I am currently writing a URI parser whilst reading the official documentation and noticed that it should be legal to conceal another/multiple schemes within the URI syntax. I would like to be able to specify multiple schemes within a valid URI, like so:
vfs:zip///home/user/test.zip
vfs:zip:file///home/user/test.zip#data/text.log
vfs:zip:file//user:encrypted-password@localhost:127/home/user/test.zip#data/text.log
According to the Generic Syntax (RFC 3986), specifically sections 3 - 3.3 (not all text is listed here):
URI = scheme ":" hier-part [ "?" query ] [ "#" fragment ]

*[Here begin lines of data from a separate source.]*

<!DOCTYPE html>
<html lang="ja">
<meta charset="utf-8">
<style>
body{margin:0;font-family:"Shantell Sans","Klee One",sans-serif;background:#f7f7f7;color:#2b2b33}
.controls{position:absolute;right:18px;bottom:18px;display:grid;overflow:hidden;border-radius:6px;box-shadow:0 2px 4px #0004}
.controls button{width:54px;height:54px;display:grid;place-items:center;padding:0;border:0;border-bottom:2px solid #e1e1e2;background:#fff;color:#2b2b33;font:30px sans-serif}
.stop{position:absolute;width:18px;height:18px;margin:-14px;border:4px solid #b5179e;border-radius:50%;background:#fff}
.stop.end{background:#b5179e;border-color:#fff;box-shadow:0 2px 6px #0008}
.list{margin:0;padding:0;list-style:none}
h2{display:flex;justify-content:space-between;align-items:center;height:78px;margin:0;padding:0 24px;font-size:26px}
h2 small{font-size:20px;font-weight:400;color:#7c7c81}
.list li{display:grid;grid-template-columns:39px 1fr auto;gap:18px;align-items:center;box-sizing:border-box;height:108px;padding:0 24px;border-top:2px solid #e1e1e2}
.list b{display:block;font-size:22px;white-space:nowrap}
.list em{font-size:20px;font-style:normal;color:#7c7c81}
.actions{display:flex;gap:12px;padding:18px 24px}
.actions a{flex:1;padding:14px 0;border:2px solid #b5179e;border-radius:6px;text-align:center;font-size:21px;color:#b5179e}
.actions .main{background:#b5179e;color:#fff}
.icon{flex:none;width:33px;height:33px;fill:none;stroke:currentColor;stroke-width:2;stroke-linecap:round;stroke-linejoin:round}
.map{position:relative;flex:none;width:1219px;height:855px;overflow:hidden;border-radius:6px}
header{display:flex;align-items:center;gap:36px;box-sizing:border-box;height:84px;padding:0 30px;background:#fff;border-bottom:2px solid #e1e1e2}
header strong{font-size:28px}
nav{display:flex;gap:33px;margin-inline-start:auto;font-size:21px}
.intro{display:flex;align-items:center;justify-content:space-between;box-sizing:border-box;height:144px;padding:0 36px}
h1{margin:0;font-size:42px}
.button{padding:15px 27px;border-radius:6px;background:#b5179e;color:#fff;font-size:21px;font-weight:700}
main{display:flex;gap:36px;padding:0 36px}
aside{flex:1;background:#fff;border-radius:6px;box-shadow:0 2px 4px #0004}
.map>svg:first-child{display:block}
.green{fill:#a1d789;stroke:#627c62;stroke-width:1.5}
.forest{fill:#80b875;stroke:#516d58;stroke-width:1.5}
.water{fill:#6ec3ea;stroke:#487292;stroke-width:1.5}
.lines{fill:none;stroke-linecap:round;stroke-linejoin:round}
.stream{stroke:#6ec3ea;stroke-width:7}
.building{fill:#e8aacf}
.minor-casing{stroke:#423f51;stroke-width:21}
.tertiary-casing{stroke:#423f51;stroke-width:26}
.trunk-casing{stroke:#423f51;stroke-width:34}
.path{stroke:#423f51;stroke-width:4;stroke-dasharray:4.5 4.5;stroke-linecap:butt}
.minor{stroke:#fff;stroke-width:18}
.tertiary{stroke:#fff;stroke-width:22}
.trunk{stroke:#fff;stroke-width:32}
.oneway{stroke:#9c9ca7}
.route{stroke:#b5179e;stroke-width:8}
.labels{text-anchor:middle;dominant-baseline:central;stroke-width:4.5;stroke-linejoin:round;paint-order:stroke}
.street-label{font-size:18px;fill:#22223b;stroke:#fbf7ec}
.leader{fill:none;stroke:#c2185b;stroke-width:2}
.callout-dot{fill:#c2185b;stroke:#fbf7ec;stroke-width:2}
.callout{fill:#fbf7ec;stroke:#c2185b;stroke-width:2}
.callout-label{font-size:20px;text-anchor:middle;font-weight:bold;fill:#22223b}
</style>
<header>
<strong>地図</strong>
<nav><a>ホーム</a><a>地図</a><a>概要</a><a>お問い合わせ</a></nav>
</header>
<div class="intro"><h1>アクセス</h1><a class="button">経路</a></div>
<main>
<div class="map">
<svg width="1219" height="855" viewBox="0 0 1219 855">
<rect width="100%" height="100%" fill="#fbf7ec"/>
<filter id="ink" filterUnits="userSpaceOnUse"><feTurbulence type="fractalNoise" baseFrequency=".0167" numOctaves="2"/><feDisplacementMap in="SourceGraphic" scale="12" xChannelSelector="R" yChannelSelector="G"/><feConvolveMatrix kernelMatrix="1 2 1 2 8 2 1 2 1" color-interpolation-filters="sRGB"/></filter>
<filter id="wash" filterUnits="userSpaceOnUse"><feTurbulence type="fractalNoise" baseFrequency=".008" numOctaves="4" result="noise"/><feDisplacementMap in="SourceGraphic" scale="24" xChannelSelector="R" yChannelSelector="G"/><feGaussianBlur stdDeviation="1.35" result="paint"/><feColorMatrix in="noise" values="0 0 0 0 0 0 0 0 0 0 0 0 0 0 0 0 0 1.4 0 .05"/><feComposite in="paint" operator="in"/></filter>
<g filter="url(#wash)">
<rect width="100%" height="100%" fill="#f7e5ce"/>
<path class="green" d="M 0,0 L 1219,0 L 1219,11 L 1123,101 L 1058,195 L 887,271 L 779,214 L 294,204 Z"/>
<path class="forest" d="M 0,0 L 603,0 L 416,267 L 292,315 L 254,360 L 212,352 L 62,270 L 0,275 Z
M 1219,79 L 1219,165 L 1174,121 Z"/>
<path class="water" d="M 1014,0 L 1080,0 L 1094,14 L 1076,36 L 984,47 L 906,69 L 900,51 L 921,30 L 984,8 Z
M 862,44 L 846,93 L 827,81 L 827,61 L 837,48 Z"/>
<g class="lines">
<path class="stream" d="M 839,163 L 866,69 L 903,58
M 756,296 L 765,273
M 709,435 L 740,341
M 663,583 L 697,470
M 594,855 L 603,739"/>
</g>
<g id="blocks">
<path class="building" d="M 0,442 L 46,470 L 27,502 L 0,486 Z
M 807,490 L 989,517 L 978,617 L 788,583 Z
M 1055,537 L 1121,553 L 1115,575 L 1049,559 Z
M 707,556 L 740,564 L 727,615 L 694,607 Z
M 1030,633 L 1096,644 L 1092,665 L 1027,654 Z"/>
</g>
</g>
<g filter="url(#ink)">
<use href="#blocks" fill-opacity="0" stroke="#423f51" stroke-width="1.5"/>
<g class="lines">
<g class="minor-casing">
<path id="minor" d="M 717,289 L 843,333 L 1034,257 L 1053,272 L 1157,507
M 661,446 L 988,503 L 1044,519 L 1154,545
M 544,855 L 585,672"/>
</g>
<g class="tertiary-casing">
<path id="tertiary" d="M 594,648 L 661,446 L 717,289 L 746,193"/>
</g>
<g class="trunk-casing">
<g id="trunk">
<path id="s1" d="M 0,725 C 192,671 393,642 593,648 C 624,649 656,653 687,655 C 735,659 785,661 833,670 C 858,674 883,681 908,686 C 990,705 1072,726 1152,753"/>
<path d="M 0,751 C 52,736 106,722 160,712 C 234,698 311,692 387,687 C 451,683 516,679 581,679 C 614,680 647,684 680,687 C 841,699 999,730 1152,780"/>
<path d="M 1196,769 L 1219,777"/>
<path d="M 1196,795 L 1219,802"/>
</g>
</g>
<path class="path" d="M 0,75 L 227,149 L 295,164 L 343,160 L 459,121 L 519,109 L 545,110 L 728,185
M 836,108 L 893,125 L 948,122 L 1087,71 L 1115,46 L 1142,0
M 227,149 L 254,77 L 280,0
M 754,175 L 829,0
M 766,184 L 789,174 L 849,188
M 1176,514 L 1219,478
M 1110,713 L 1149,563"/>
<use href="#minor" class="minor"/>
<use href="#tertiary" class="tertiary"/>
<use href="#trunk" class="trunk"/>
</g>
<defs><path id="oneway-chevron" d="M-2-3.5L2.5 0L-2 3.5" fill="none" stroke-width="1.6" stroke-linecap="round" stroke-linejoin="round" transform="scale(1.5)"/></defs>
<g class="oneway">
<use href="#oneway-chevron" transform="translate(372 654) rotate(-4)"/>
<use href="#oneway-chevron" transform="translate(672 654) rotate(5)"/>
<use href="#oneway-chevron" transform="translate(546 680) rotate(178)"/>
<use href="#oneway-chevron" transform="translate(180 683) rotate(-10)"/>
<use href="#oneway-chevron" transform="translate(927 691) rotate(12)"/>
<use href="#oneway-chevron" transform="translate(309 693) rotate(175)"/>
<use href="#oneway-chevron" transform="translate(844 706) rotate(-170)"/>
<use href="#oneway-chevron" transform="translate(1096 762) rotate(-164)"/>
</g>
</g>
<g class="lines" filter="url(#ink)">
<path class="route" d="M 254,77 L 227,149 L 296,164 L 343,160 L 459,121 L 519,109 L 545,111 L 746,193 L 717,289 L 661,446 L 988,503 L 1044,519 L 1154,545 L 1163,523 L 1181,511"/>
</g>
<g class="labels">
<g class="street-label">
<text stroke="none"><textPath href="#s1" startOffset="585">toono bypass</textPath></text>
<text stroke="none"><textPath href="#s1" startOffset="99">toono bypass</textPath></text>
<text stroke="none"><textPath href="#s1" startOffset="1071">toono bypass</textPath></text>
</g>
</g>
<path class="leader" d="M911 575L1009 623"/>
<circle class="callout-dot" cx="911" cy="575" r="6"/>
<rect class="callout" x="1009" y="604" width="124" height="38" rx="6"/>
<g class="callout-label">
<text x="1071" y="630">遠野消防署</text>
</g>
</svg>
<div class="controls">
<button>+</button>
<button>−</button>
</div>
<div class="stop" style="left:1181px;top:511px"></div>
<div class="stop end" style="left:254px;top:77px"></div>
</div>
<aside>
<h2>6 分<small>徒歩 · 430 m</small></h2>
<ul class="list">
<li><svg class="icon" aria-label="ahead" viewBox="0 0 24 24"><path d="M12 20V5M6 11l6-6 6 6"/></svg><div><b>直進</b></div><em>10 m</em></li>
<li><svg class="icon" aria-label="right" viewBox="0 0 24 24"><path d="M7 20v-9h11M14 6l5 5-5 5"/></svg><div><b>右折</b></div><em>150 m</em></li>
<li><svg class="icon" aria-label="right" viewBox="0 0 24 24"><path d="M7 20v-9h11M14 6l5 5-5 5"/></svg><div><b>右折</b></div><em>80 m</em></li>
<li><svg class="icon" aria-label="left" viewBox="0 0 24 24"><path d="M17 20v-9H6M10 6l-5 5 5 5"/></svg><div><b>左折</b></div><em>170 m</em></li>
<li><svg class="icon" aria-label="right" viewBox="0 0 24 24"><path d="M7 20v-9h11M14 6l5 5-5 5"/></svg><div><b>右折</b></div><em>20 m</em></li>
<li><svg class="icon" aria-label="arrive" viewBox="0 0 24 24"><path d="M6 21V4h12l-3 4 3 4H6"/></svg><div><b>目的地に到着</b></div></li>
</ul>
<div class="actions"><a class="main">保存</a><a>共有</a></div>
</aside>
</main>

hier-part = "//" authority path-abempty
/ path-absolute
/ path-rootless
/ path-empty
This means that any characters between the first ':' and the first '/' (specifying either authority or path) should be skipped by parsers and still validate the URI, enabling me to provide zero or more schemes (zip, file, http, etc.) after the primary scheme (vfs, in this case), as far as I can tell.
Any thoughts as to whether or not this is correctly understood?
Otherwise, I think I have to provide the additional schemes via the path part or as a query or fragment, although I would prefer to provide them up-front, like the above, in order to preserve the rest of URI from preliminary preprocessing (other than normalization and percent-decoding).